At this point the doctor notices and asks if I'm okay I say I feel dizzy and just need to sit. Then I'm feeling queasy and both hot and cold and the black starts to creep in from the edges. I am seeing in a small tunnel in front of me and sounds are muffled and then black until something horrible is shoved under my nose (ammonia) and I start to come back out of it.

No idea why this happened. My MIL said I was white as a sheet. Her doctor had me lay back and put a cold wet cloth on my head. Within 5 minutes I was fine.

The thing I find odd is I passed out in a doctor's office and they didn't do a damn thing about finding out why? Didn't take my blood pressure or listen to my heart. Asked if I had eaten (I had) and didn't take a blood sugar to see what caused it. Now granted I was not his patient and not there to see him but don't you think he should have done more? I would have gladly turned over my insurance card if he wanted to bill it.

At the time I didn't think about it much but my sister was incensed that they did nothing to figure out why I just keeled over like that.

Anyway I see my own doctor in a week and a half for a regular appt. Will be getting bloodwork done next week first. Will be sure to mention it to her and nothing has happened like that since.

Right before it happened my MIL had been showing her doctor a sore on her leg that was about the size of a quarter and all black and blue.
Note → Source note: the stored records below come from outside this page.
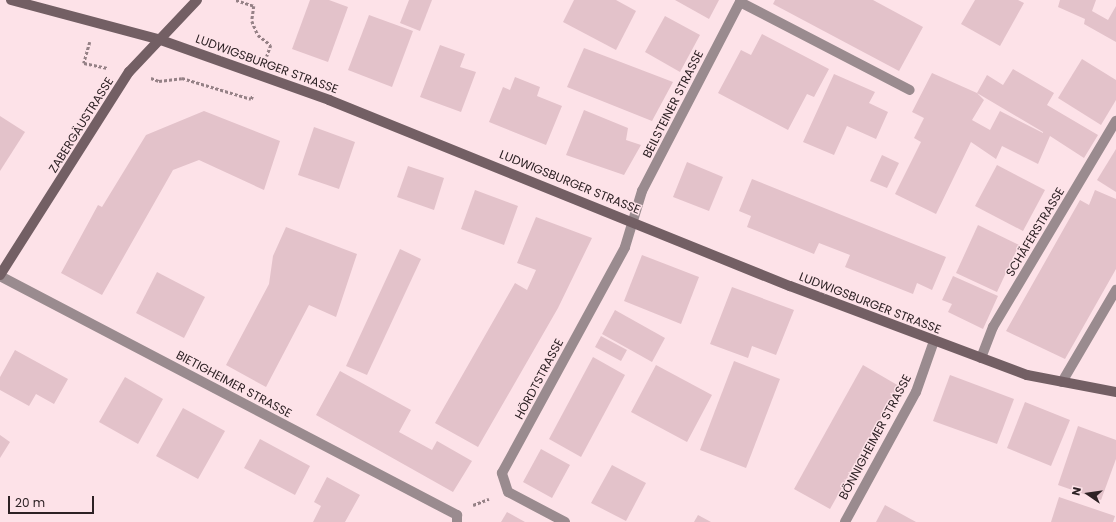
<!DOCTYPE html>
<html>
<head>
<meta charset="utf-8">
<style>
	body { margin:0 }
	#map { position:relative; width:1116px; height:522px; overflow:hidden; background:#fde2e8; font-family:Poppins,sans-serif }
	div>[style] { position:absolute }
	.building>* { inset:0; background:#e3c2ca }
	.path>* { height:2.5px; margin-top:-1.25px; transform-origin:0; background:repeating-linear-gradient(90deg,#958186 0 3px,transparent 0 5px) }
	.service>* { height:10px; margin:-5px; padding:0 5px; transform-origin:5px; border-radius:5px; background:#9a8b8f }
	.minor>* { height:10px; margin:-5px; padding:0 5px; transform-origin:5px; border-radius:5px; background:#9a8b8f }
	.secondary>* { height:10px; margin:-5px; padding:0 5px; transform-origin:5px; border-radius:5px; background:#735f64 }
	span { translate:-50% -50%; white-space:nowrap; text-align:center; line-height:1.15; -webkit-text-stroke:3px #fde2e8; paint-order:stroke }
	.street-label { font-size:12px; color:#2d2124 }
	.north { position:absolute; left:1068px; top:474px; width:40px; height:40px; -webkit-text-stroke:3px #fde2e8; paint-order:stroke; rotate:283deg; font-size:11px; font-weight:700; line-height:16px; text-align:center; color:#2d2124 }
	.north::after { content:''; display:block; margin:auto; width:14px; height:18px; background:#2d2124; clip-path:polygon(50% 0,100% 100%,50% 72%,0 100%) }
	.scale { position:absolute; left:8px; top:496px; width:86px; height:18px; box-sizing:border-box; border:2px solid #2d2124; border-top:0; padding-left:5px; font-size:12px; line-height:14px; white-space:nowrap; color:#2d2124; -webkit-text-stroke:3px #fde2e8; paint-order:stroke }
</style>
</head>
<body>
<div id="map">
	<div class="building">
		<i style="clip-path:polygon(310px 0,329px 0,348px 7px,328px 62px,292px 49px)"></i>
		<i style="clip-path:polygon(409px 0,432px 0,420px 31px,400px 23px)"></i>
		<i style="clip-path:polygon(574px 0,616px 0,636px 11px,616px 50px,563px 22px)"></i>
		<i style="clip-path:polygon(675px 0,719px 0,709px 19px)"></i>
		<i style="clip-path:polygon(775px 0,873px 0,923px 27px,899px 71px,773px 4px)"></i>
		<i style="clip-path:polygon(975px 0,1018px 0,1024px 3px,1000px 46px,961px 24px)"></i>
		<i style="clip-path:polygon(1060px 0,1096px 0,1092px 11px,1108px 20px,1116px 6px,1116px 42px,1084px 24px,1085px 19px,1058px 7px)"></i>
		<i style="clip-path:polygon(369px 15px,413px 31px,392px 87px,348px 70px)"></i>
		<i style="clip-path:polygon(665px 16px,700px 35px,680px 72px,645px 52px)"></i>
		<i style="clip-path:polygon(762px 34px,829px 69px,814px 97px,807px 94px,788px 130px,718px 93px,741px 50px,751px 55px)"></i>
		<i style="clip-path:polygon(440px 45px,465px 54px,460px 67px,476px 72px,461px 112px,420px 97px)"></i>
		<i style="clip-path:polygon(584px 48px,673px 82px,652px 121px,567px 87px)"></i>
		<i style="clip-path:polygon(1082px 59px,1116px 80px,1116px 100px,1101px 125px,1058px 98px)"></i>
		<i style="clip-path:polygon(evenodd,1013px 69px,1054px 93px,1047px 105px,1098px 135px,1084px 158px,1050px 136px,1038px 164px,1002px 146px,996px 159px,971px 142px,936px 214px,895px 194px,921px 142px,914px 138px,924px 118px,912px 112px,932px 73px,977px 93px,987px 75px,1003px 85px,1013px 69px,977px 93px,1043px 132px,1043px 133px,1000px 111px,990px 130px,972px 120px,984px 100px,977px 93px)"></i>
		<i style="clip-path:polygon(834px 74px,875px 92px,869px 103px,888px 112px,876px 139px,847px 126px,834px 155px,803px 142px)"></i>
		<i style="clip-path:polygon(515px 77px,540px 87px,537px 96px,562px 106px,546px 145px,489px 122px,503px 87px,510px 90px)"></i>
		<i style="clip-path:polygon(584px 110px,628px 128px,626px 140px,641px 145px,624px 175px,566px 155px)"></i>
		<i style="clip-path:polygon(204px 111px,280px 141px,264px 190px,199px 160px,173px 170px,102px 295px,61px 273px,98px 205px,102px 207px,146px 135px)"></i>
		<i style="clip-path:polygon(0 116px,25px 132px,0 171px)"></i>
		<i style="clip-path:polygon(314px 127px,355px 142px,339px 189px,298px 175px)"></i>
		<i style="clip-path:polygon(1116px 149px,1116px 192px,1097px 180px)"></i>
		<i style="clip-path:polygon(882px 155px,899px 163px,887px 188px,870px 181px)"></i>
		<i style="clip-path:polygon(687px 162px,723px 177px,709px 211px,673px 197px)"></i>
		<i style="clip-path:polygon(997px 165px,1045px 190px,1023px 231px,975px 206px)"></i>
		<i style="clip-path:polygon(408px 166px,444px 178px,434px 210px,397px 197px)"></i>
		<i style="clip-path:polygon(752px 179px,946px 257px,932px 290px,917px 283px,913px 294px,845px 267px,850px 255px,819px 243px,814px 254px,747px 227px,751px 216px,739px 211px)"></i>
		<i style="clip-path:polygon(475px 190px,518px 206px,504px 245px,461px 229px)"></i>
		<i style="clip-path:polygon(1095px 190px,1116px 199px,1116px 269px,1065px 359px,1006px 331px,1080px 200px,1089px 205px)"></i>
		<i style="clip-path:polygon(536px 217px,592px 238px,558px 308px,478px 447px,435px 423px,515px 283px,527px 290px,536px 270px,517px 263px)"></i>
		<i style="clip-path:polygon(978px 225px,1019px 245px,997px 292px,956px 273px)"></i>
		<i style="clip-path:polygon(286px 227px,357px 254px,336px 317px,309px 305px,266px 387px,226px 365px,269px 284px,273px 256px)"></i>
		<i style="clip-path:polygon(400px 249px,421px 259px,367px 375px,346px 366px)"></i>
		<i style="clip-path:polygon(642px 255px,699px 277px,681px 324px,624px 301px)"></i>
		<i style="clip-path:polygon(157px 272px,205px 297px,184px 338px,136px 313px)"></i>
		<i style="clip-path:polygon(953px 276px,998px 296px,983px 329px,948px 312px,952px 304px,942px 300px)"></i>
		<i style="clip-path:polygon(732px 287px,794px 310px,776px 355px,752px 346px,748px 358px,710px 344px)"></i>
		<i style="clip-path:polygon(615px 310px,665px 338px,652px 362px,602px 334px)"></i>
		<i style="clip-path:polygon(601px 336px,627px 350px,621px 361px,595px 347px)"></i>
		<i style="clip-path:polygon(15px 350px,68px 379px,54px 404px,36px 394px,29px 406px,0 390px,0 377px)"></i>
		<i style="clip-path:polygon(593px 357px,625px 375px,581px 457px,549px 439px)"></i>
		<i style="clip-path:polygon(734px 361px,780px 379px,746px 468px,700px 450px)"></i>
		<i style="clip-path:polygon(656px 365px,712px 395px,687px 442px,631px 412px)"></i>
		<i style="clip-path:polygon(863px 365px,899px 386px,830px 509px,794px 489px)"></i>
		<i style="clip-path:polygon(340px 371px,411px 410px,399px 432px,432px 450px,437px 441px,472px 461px,453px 492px,316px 415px)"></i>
		<i style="clip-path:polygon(950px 375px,1014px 399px,997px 444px,933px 421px)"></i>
		<i style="clip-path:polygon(125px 377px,163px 399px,138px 444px,99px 422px)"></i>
		<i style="clip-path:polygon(1025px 402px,1070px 420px,1051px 466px,1007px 448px)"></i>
		<i style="clip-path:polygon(183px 408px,225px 431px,198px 479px,156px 456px)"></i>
		<i style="clip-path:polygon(1078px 426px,1116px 440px,1116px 459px,1101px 500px,1058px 485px)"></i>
		<i style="clip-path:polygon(0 435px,10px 442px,0 458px)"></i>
		<i style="clip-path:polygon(260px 439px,310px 466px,295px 495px,244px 468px)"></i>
		<i style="clip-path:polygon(541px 449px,570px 465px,552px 498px,523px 482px)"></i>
		<i style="clip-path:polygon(612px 465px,646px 483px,626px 521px,591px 503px)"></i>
		<i style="clip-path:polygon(327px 477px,360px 495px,345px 522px,313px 522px,321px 506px,314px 502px)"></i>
		<i style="clip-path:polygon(1059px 497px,1115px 516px,1113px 522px,1051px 522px)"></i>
		<i style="clip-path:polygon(885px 505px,916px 522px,876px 522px)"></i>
		<i style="clip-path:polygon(507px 512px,525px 522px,501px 522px)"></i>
		<i style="clip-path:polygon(698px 515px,711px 522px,694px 522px)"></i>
	</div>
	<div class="path">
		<i style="left:236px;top:0;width:19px;rotate:18deg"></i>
		<i style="left:254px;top:6px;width:15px;rotate:98deg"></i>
		<i style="left:252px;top:21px;width:15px;rotate:67deg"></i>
		<i style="left:258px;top:35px;width:16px;rotate:38deg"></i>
		<i style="left:271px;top:45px;width:12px;rotate:110deg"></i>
		<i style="left:90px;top:42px;width:22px;rotate:106deg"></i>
		<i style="left:84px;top:63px;width:24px;rotate:12deg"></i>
		<i style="left:151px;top:78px;width:9px;rotate:21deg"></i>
		<i style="left:159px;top:81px;width:23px;rotate:-7deg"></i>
		<i style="left:182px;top:78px;width:72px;rotate:16.9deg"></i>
		<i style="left:251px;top:99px;width:5px;rotate:-68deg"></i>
		<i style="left:473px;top:505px;width:17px;rotate:-21deg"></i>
	</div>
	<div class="service">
		<i style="left:740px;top:2px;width:191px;rotate:27.4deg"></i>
		<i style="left:1062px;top:382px;width:107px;rotate:-59.6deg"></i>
	</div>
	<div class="minor">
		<i style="left:0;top:276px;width:516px;rotate:27.61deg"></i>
		<i style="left:457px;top:515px;width:7px;rotate:90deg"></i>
		<i style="left:981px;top:358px;width:33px;rotate:-69deg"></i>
		<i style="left:993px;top:327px;width:240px;rotate:-59.2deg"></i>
		<i style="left:565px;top:522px;width:64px;rotate:-152.2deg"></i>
		<i style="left:508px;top:492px;width:20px;rotate:-108deg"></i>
		<i style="left:502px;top:473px;width:257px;rotate:-61.4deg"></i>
		<i style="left:625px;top:247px;width:59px;rotate:-73.1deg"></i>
		<i style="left:642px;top:191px;width:215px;rotate:-62.6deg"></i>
		<i style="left:845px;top:522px;width:148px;rotate:-61.4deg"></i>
		<i style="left:916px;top:392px;width:54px;rotate:-70.6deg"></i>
	</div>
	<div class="secondary">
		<i style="left:11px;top:0;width:152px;rotate:14.9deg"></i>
		<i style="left:158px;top:39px;width:182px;rotate:19.6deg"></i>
		<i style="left:329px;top:100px;width:497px;rotate:22deg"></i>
		<i style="left:790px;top:286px;width:253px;rotate:20.6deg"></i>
		<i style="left:1027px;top:375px;width:91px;rotate:10.8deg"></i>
		<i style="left:0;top:275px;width:241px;rotate:-57.6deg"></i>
		<i style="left:129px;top:72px;width:99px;rotate:-46.6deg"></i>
	</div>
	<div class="street-label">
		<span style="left:267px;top:64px;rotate:20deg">LUDWIGSBURGER STRASSE</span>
		<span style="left:673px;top:104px;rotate:-63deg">BEILSTEINER STRASSE</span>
		<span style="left:81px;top:125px;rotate:-58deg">ZABERGÄUSTRASSE</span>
		<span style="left:570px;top:182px;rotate:22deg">LUDWIGSBURGER STRASSE</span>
		<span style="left:1035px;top:232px;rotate:-59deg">SCHÄFERSTRASSE</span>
		<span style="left:870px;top:303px;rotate:21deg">LUDWIGSBURGER STRASSE</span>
		<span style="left:539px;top:379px;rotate:-62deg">HÖRDTSTRASSE</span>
		<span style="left:234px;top:384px;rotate:28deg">BIETIGHEIMER STRASSE</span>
		<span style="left:875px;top:437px;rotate:-62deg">BÖNNIGHEIMER STRASSE</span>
	</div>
	<div class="north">N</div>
	<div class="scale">20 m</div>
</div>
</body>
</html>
I am not at all uneasy about stuff like that. I had seen the same sore earlier that day when she changed the bandage. I have seen MUCH worse things. Blood does not gross me out. I think her doctor did not believe me and figured I just passed out at the sight of blood. It definitely was NOT that.

Oh well - no problems since and felt fine to drive my MIL back home after the appt. Very strange feeling though.